Siloed departments have long been a problem for risk management. “The problems are largely organisational,” says MacDonagh. “You have siloes in the risk categories but you also have siloes in the assurance function that are all providing information. You have information about the past, which are your losses; you have information about the future, which are your risk assessments that are being done in a different part of the organisation; and you have the indicators that tell you what is happening now. The goal is to pull all of those together so you can look at them at the same time and get a consolidated view of where you are going with risk.”
Cadence is also important and was demonstrated to be severely lacking in financial institutions during the financial crisis. “During periods of stress, how fast we got information was an issue,” says Hirst. “Liabilities and assets can change in value very quickly. Being able to react and being able to see that through the normal processes you have as a company is important. Some of the cadence of reporting and information wasn’t as fast as it needed to be.”
Walker points to reporting problems in his report that were exposed during the crisis, such as the defective flow of information, poor analytical tools and an inability to bring insightful judgement to the data that was there.
“Information is at the heart of this,” says Hirst. “How financial institutions manage data is going to get more and more important over time because firms need to be able to find the gems of information that will help them make better business decisions. The challenge is not to report for compliance sake, but to get some business benefit from that.”
MacDonagh agrees that firms need to be able to find the business benefit from new regulation: “There is a risk that, like the Sarbanes–Oxley Act, some organisations will treat it [Solvency II] as a compliance exercise,” he says. “It is much easier and potentially cheaper to hand it over to compliance…Clearly, however, there is a benefit to be had by applying the risk practices to the businesses of the organisation, to improving and enabling business decisions.”
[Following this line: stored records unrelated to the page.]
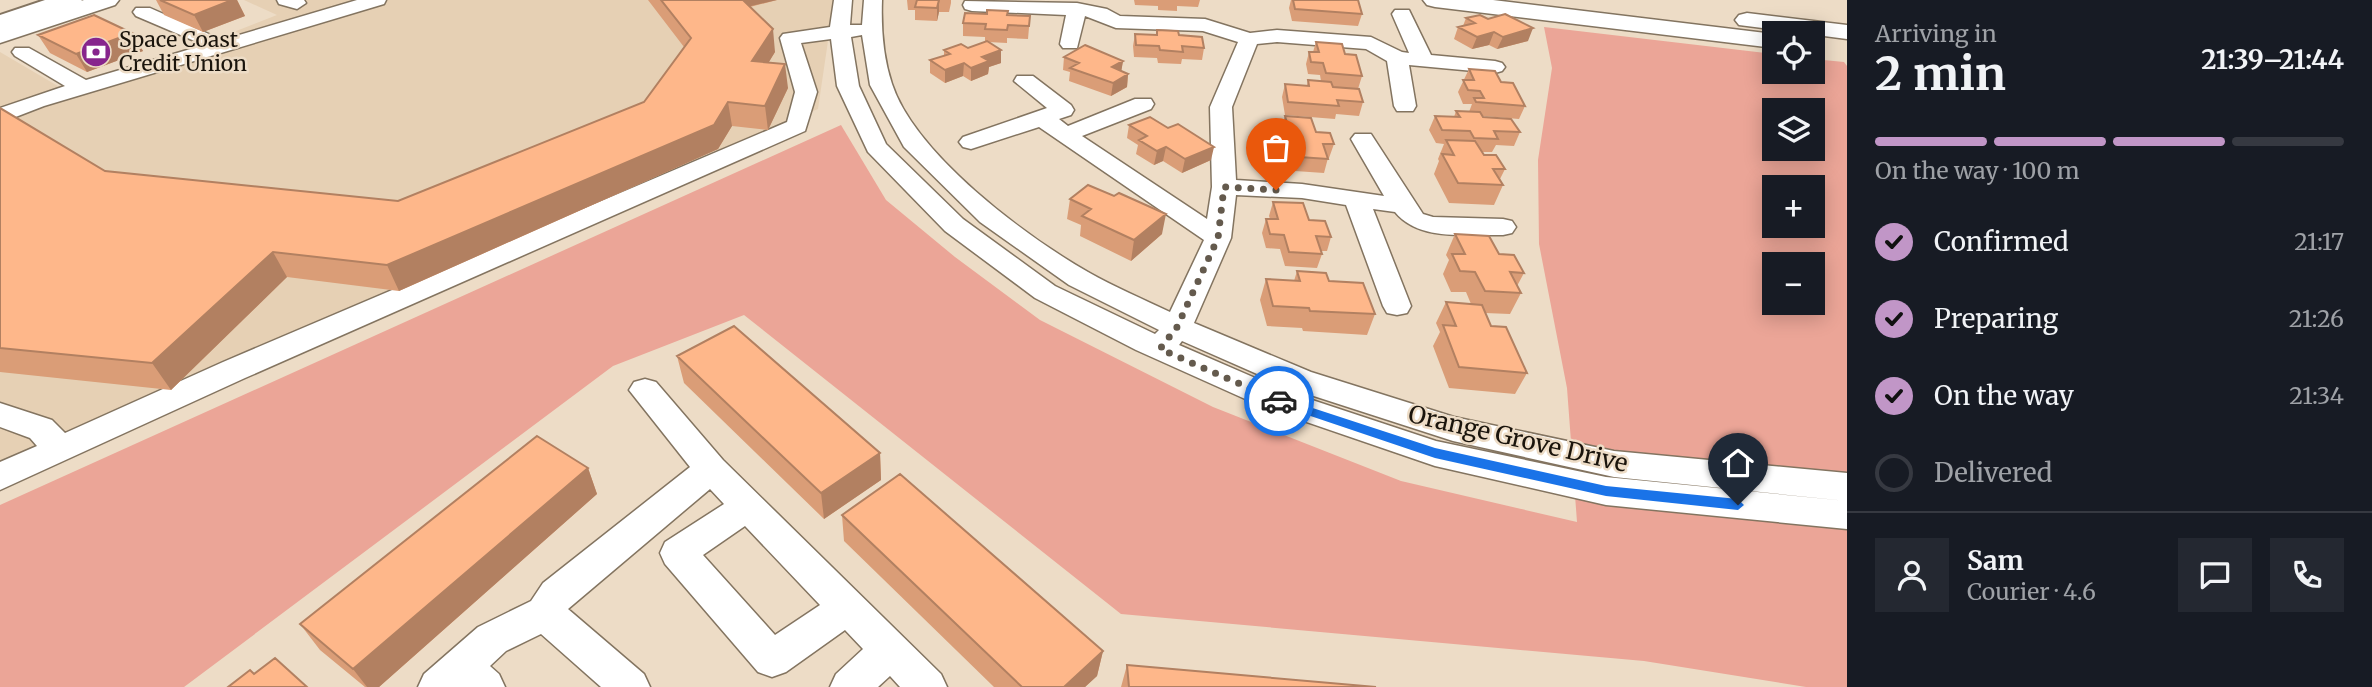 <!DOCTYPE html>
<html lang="en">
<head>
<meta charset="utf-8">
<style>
  body { margin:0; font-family:Merriweather,serif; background:#242831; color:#f1f3f6; height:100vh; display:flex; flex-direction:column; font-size:26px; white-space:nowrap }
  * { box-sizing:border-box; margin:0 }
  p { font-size:23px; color:#9ea1a6 }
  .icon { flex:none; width:38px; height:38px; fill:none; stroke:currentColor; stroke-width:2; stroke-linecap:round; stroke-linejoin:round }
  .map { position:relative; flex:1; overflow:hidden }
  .details { display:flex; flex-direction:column; background:#171b24; width:525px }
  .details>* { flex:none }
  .fabs { position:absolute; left:1762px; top:21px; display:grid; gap:14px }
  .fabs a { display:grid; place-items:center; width:63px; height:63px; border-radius:0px; background:#171b24; box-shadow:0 4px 18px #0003; font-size:35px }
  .pin { position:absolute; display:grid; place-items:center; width:60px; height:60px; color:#fff; margin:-72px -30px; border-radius:50% 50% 50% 0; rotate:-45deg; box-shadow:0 0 7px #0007 }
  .pin .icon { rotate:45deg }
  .courier { position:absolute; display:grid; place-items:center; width:70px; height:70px; margin:-35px; border:5px solid #1a73e8; border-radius:50%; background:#fff; color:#222; box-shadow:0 2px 9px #0007 }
  .overview em { font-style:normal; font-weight:700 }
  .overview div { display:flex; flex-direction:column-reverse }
  .overview { display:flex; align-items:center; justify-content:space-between; height:119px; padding:0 28px }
  h1 { font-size:46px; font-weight:700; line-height:52px }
  .bar { display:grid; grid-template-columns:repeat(4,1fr); gap:10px 7px; align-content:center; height:84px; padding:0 28px }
  .bar i { height:9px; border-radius:5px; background:#363941 }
  .bar .current { background:#c196c7 }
  .bar p { grid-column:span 4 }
  .line { display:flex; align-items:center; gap:18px; padding:0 28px; border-top:2px solid #363941 }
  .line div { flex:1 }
  .round { display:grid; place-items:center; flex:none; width:74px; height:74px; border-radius:0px; background:#242831 }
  ol { padding:0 28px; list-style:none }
  li { display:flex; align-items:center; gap:21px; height:77px }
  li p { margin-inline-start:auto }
  li .icon { padding:7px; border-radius:50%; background:#c196c7; color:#111; stroke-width:4 }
  li:last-child { color:#9ea1a6 }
  li i { width:38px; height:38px; border:4px solid #363941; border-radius:50% }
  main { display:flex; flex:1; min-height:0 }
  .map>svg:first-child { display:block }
  .built { fill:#e6d0b4 }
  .green { fill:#eba597; fill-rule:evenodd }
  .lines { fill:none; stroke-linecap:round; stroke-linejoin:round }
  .minor-casing { stroke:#837460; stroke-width:3 }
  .major-casing { stroke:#837460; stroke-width:3 }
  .highway-casing { stroke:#837460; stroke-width:4 }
  .minor { fill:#fff; fill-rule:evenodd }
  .major { fill:#fff; fill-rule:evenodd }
  .highway { fill:#fff; fill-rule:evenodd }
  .wall { fill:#da9d77 }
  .shaded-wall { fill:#b28061 }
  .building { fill:#feb78a; stroke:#b28061; stroke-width:2 }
  .route { fill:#1a73e8 }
  .done { stroke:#645a4d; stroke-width:7; stroke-dasharray:0 12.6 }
  .labels { text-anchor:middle; stroke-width:5; stroke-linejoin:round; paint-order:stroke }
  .far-poi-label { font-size:21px; fill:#1a140c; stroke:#eddcc6; text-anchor:start }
  .street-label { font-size:24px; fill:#1a140c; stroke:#eddcc6 }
</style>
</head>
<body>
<main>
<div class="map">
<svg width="1847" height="687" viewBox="0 0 1847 687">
  <rect width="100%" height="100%" fill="#eddcc6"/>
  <path class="built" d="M244 0H834L818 109 0 464V52L73 95 277 15Z"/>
  <path class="green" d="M1544 27 1774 54V72H1813V59L1844 62 1847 66V687H1806L1644 661 1121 614 744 315 613 366 184 687H0V505L841 125 886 200 955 257 1040 320 1213 407 1401 481 1577 522 1567 388 1539 244 1538 160 1552 68ZM1774 110H1813V149H1774ZM1774 187H1813V226H1774ZM1774 264H1813V303H1774Z"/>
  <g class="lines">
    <g class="minor-casing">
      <path id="minor" d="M277 0H304L306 3 297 9 279 4Z
        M357 0H386L384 4 44 106 0 123V108L65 86 15 56 12 52 15 48H29L86 80 204 45 136 16 133 12 136 8H150L211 35 214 39 212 43Z
        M834 0H852L850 25H862L864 0H882C881 28 883 57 892 84 915 154 1025 236 1088 272 1114 287 1143 299 1170 312L1204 240 1039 127 971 149 963 147 959 142 963 137 1047 108 1014 81 1017 76H1033L1071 105 1074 110 1071 115 1059 119 1068 126 1135 99H1151L1154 104 1151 109 1082 136 1207 219 1212 187 1210 107 1238 42 1203 31 1116 28 1085 16 1077 48H1063L1060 44 1066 15 972 11 965 9 963 5 965 1 1077 3 1107 9 1120 16 1205 19 1250 33 1277 30 1371 37 1402 52 1409 53 1392 14 1395 10H1409L1431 55 1495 61 1502 63 1505 67 1502 71 1495 73 1409 65 1416 106 1413 111H1397L1394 106 1387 61 1366 49 1277 42 1257 44 1232 107 1236 180 1302 184 1384 196 1351 139 1355 134H1371L1423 214 1433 217 1503 219 1512 221 1516 227 1512 233 1503 235C1467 234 1420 242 1395 212L1373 209 1411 306 1407 313 1397 315 1387 313 1383 306 1346 205 1302 198 1236 195 1231 238 1194 323 1311 372 1454 417 1614 451 1847 473V501L1614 477 1453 441 1289 388 1182 341 1179 345 1285 391 1436 441 1606 477 1847 501V529L1606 505 1435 466 1263 407 1136 350 1035 298 945 231 868 152 837 86 831 39 801 43 817 92 805 131 245 378 0 490V462L37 446 30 438 0 427V403L52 420 65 433 223 362 787 122 795 92 780 38 783 34 830 27ZM862 35 870 85 904 147 980 222 1069 285 1159 330 1155 334 1055 286 963 219 886 144 859 86 851 37Z
        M645 379 656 382 723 460 941 674 947 687H900L890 676 878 687H830L836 674 863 649 845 630 786 672 772 677 758 672 665 564 660 553 665 542 724 504 710 489 568 609 644 674 650 687H601L541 634 506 651 490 666 499 674 505 687H418L424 674 478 627 531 601 543 583 690 467 629 390 634 382ZM745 526 820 605 775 635 703 555Z"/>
    </g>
    <g class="major-casing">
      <path id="major" d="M84 0H119L115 5 0 43V28Z
        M1423 0H1493L1774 34V48L1435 7 1427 5Z
        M1747 13 1847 25V39L1739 25 1735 20 1739 15Z"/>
    </g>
    <g class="highway-casing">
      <path id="highway" d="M45 0H82L79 5 0 31V15Z"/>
    </g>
    <use href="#minor" class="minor"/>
    <use href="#major" class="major"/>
    <use href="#highway" class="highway"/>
  </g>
  <path class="wall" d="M156 0H237L245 16 203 32 164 15Z
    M648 0H777L750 7 775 52 768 63 788 88 768 130 732 126 718 149 399 291 287 277 171 390 0 372V108L105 171 398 201 644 102 684 47Z
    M907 0H951V3L949 12H939L937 21 915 20V10H908Z
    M1134 0H1200L1198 7 1177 6V11L1158 10V6L1135 5Z
    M1291 0H1358L1362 14 1358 26 1292 21 1289 8Z
    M1008 15 1030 16 1028 39 1007 38V43L988 42 1001 50V63L989 67 988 74 971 81 963 76 945 83 930 73V60L944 56V50L968 48 985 42V37L963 36V23Z
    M1466 18 1528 41 1497 49 1489 45 1472 49 1454 39 1458 27 1463 26Z
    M1157 30 1179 35 1204 48 1202 60 1182 59 1181 64 1158 63 1157 58 1134 57 1133 46 1135 34 1156 35Z
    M132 33 143 51 87 72 50 53 38 35Z
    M1316 42 1345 54 1362 76 1358 89 1363 102 1359 116 1336 114 1335 119 1285 115 1282 97 1285 84 1307 86 1308 80 1321 81 1320 75 1308 74 1306 64 1309 52H1313Z
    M1064 57 1123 61 1121 71 1128 74 1127 87 1111 96 1069 81 1070 72 1063 70Z
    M1469 69 1501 82 1525 106 1519 119 1483 116V117L1520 132 1514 146 1496 145 1492 152H1482L1484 155 1505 169 1500 179 1503 185 1494 205 1449 203 1434 174 1439 161 1438 159 1444 144 1436 143 1429 130 1435 116 1454 117 1456 111 1469 112 1472 104H1463L1458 92Z
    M1285 116 1316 132 1334 144 1329 158H1328L1324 173 1295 171 1291 157 1277 156 1274 143 1278 130H1281Z
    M1129 125 1168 128 1211 160 1182 173 1163 161 1154 165 1136 154 1138 145 1127 138Z
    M1070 199 1162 234 1131 261 1080 236 1081 225 1067 219Z
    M1273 202 1309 220 1331 237 1327 251H1321L1322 254 1317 268 1285 266 1280 249 1266 248 1262 233 1266 219H1270L1269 216Z
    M1455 234 1499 254 1524 273 1517 286 1521 293 1510 314 1485 313 1491 326 1527 373 1515 394 1449 388 1433 346 1440 332 1436 323 1446 302 1471 304 1466 292H1451L1443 274 1449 260 1446 255Z
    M1297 271 1329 281 1375 314 1367 335 1303 331 1302 328 1267 326 1260 300 1266 279 1294 281Z
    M677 356 880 453 881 480 824 519 684 383Z
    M588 468 597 494 379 687H365L320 650 300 624Z
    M842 515 1103 651 1097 676 1085 687H994L844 541Z
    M1127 665 1376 687H1121Z"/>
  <path class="shaded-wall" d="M232 0H237L245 16 203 32 194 15Z
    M733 0H777L734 10Z
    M939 0V12L937 21V8Z
    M1533 28 1528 41 1497 49 1503 37Z
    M773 29 775 52 755 85 752 61Z
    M1494 32 1489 45 1472 49 1477 37Z
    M132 33 143 51 87 72 76 54Z
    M1001 50V63L989 67 988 74 971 81V68L982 57Z
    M1123 61 1121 73 1112 67Z
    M964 63 963 76 945 83V70Z
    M785 64 788 88 768 130 765 106Z
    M1128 74 1127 87 1111 96 1113 83Z
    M728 102 732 126 718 149 399 291 387 265Z
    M1166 147 1163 161 1154 165 1157 151Z
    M1214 147 1211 160 1182 173 1185 159Z
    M1166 214 1162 234 1131 261 1134 240Z
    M273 252 287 277 171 390 152 363Z
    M880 453 881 480 824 519 821 493Z
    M588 468 597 494 379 687H367L353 669Z
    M1103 651 1097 676 1085 687H1064Z"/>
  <path class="building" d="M160 0H232L194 15Z
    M661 0H743L773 29 752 61 785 64 765 106 728 102 714 125 387 265 273 252 152 363 0 348V108L105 171 398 201 644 102 691 38Z
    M917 0H939L937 8 915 7Z
    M1293 0H1358L1362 14 1295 9Z
    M987 10 1008 11 1007 15 1030 16 1029 26 1008 25 1007 30 985 29 986 24 963 23 965 13 987 14Z
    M1505 14 1533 28 1503 37 1494 32 1477 37 1458 27 1475 23 1466 18 1480 15 1488 19Z
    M94 15 132 33 76 54 38 35Z
    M1157 30 1178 31 1179 35 1202 37 1204 48 1182 46 1183 52 1160 50 1159 46 1136 45 1135 34 1157 35Z
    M987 41 1001 50 982 57 989 61 971 68 964 63 945 70 930 60 950 54 944 50 961 44 968 48Z
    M1316 42 1342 44 1345 54 1356 55 1362 76 1326 73 1323 63 1311 62 1309 52H1319Z
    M1085 45 1123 61 1112 67 1128 74 1113 83 1070 68 1079 63 1064 57Z
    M1469 69 1495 71 1501 82 1513 83 1525 106 1476 102 1474 98H1484L1480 91 1468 90 1463 80H1474Z
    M1308 80 1331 82 1333 87 1359 89 1363 102 1337 100 1339 106 1288 102 1285 84 1309 86Z
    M1456 111 1480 112 1483 117 1511 119 1520 132 1494 131 1498 139 1474 138 1470 131 1442 130 1435 116 1460 117Z
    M1285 116 1311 118 1316 132 1330 133 1334 144H1323L1328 159 1299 157 1295 143 1281 142 1278 130H1289Z
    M1150 117 1168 128 1178 124 1214 147 1185 159 1166 147 1157 151 1139 140 1147 136 1129 125Z
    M1446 140 1475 141 1484 155H1496L1505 169H1493L1503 185 1458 183 1442 154 1454 155Z
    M1088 185 1114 196 1119 193 1166 214 1134 240 1082 216 1091 209 1070 199Z
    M1273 202 1303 203 1309 220 1325 221 1331 237 1316 236 1322 254 1289 252 1284 235 1270 234 1266 219H1278Z
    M1455 234 1489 236 1499 254 1514 255 1524 273 1510 272 1521 293 1485 291 1475 272 1460 271 1452 254H1465Z
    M1297 271 1326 273 1329 281 1363 283 1375 314 1310 311 1309 308 1273 306 1266 279 1300 281Z
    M1446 302 1482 305 1491 326 1506 327 1527 373 1459 367 1443 325 1456 326Z
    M734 326 880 453 821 493 677 356Z
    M537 436 588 468 353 669 300 624Z
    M900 474 1103 651 1064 687H1022L842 515Z
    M275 658 307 687H228L250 670 254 674Z
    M1127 665 1376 687H1129Z"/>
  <path class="route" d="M1279 397 1435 448 1606 486 1738 499 1744 505 1738 510 1606 496 1435 458 1275 404V398Z"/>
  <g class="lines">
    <path class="done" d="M1276 190 1224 187 1218 238 1177 327 1160 349 1279 401"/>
  </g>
  <defs>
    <g id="bank-disc" transform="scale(1.575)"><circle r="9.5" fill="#87258d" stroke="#eddcc6"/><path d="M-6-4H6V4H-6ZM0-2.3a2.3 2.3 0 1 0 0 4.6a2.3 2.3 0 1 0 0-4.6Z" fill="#fff"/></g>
  </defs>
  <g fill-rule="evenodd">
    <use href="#bank-disc" x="96" y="52"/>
  </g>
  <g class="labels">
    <g class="far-poi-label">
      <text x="119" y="47">Space Coast<tspan x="119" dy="24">Credit Union</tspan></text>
    </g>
    <g class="street-label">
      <text transform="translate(1518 439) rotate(13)" y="8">Orange Grove Drive</text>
    </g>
  </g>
</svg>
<div class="fabs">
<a><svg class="icon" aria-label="locate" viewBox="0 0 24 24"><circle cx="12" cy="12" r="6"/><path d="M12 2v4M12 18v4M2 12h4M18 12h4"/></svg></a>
<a><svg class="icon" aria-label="layers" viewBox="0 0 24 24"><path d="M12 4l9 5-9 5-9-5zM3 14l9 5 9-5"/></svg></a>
<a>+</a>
<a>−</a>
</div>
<div class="pin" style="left:1276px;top:190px;background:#ea580c"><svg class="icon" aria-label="bag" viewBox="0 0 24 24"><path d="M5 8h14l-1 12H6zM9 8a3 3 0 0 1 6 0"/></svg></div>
<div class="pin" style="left:1738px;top:505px;background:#1f2937"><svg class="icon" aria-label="home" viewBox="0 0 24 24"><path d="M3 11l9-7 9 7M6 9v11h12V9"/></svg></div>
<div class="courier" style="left:1279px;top:401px"><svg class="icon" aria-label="car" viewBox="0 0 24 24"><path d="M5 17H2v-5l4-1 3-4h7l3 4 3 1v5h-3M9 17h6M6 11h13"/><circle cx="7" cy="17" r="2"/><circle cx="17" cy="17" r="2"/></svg></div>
</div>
<section class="details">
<div class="overview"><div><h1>2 min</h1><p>Arriving in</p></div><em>21:39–21:44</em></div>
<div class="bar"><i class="current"></i><i class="current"></i><i class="current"></i><i></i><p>On the way · 100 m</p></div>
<ol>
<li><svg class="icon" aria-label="check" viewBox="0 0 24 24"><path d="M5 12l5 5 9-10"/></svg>Confirmed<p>21:17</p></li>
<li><svg class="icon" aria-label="check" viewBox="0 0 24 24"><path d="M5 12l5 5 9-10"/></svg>Preparing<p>21:26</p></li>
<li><svg class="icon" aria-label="check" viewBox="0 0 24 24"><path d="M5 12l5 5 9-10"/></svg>On the way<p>21:34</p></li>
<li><i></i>Delivered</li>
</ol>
<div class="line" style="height:126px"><a class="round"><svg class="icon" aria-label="person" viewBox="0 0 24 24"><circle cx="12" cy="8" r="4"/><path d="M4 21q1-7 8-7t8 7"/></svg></a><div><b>Sam</b><p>Courier · 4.6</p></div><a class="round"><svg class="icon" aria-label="chat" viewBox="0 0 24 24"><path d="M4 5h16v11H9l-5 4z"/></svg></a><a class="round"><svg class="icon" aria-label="phone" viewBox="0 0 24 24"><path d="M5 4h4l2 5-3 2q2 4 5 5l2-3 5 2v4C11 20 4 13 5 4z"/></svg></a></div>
</section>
</main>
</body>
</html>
All reports – but particularly those sent to board risk committees – need to be fit for purpose, pointed out John Thirwell. “As a non-executive director sitting on boards, I have found myself very often challenging the information in the reports and the nature of the reports: was there more information than was needed, or indeed, which is not terribly interesting? You have to be bold and brave enough to ditch things. If a report has stayed in exactly the same format for 12 months, is it still fit for purpose?”
Whittaker questioned whether managers were sending data or information to these committees. “How many times do we look at a piece of reporting and ask ourselves the ‘so what’ question?” he says. “What does this tell me and what am I meant to do? That is a key issue that requires us all to stand back and ask that question before we send the papers in.”